Mapping the active site of angiotensin-converting enzyme by transferred NOE spectroscopy

The interaction of five furylacryloyl (fa)-amino acid derivatives, fa-Phe, fa-Phe-Phe, fa-Gly-Leu-NH(2), fa-Ala-Lys, and fa-Trp, with angiotensin-converting Enzyme (ACE), a protein of MW = 130 kDa, was studied by transferred NOESY experiments. Identification of fa derivatives binding to ACE as well as determination of their relative affinities could be accomplished directly from the compound mixtures. Of the five fa derivatives we found that fa-Phe, fa-Trp, and fa-Gly-Leu-NH(2) bind more strongly to ACE than the other two. The dissociation constant of fa-Phe was determined from NMR spectra to 5 x 10(-4) M. A large excess of dipeptides competitively displaced fa-Trp and fa-Phe-Phe from the receptor pocket, allowing the binding site to be mapped. Also, the relative affinities of the fa-Phe, fa-Ala-Lys, and fa-Gly-Leu-NH(2) changed after addition of the dipeptides with fa-Gly-Leu-NH(2) showing the strongest binding.

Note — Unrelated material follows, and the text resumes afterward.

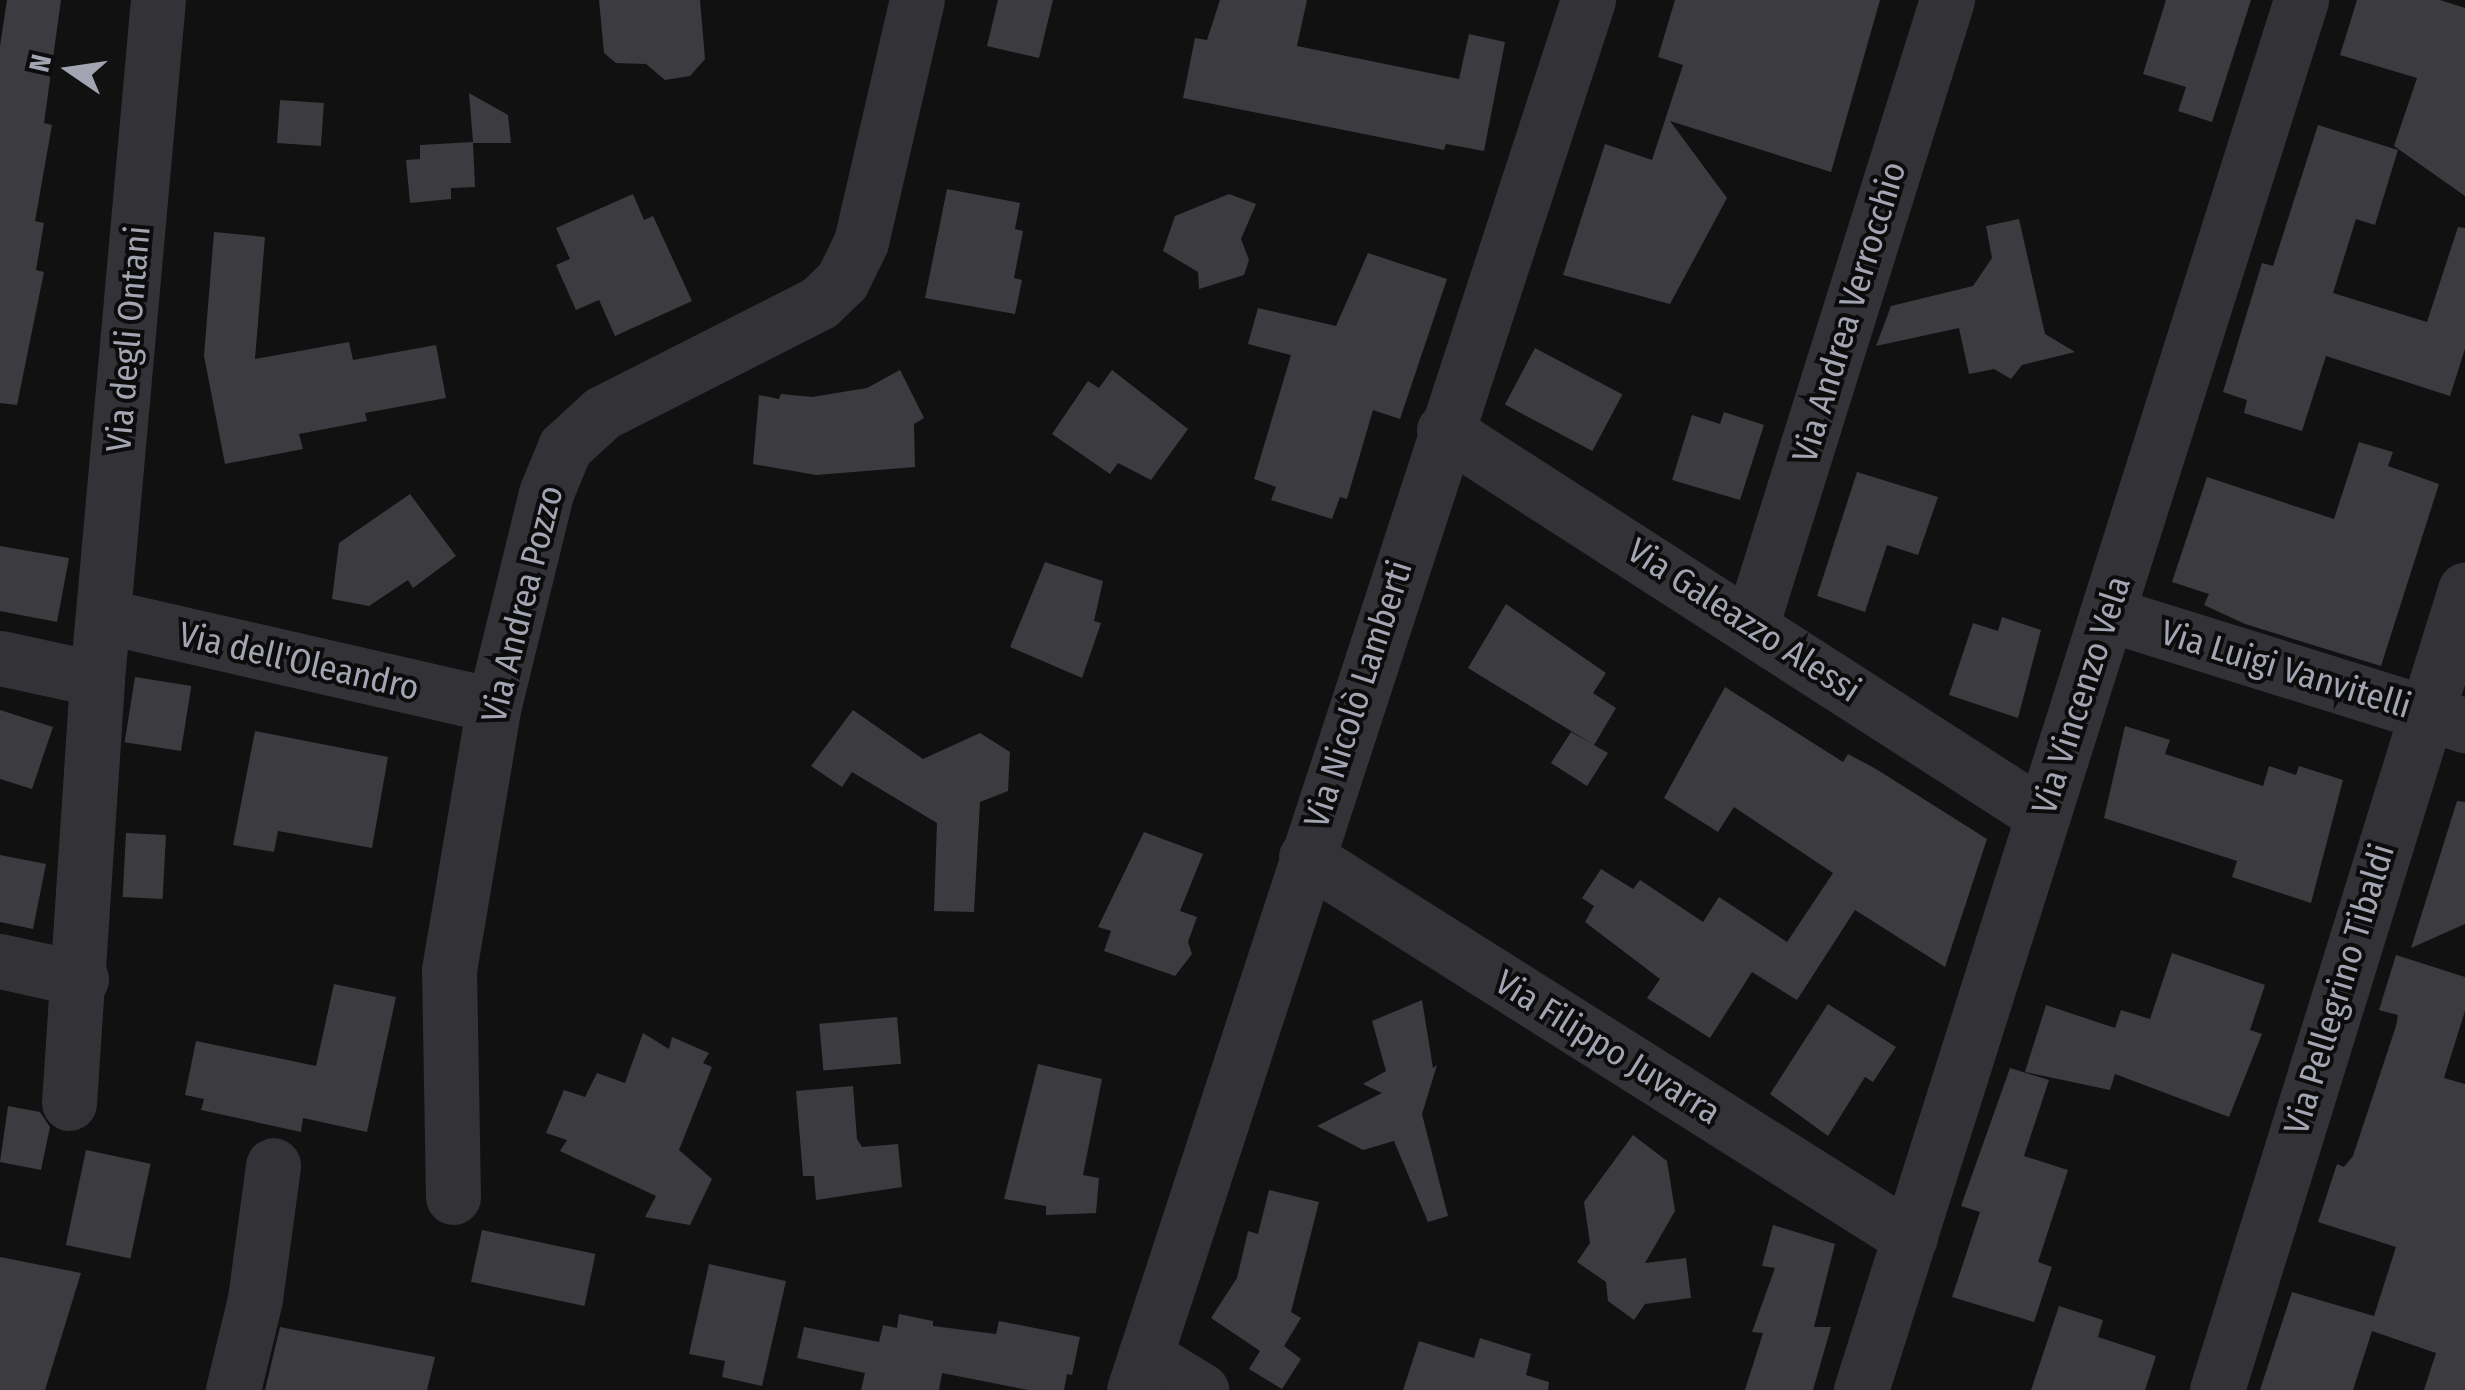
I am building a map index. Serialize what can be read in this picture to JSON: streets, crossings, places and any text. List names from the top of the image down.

In addition, the presence of a strong inhibitor of the S1' and S2' sites, namely captopril, resulted in the same transferred NOE intensities of fa-Phe, indicating that it binds solely to the S1 and S2 subsites. A rapid screening of binding specificity from mixtures is possible by using a large excess of ligand(s) in transferred NOE studies, even when relatively small amounts of protein are present.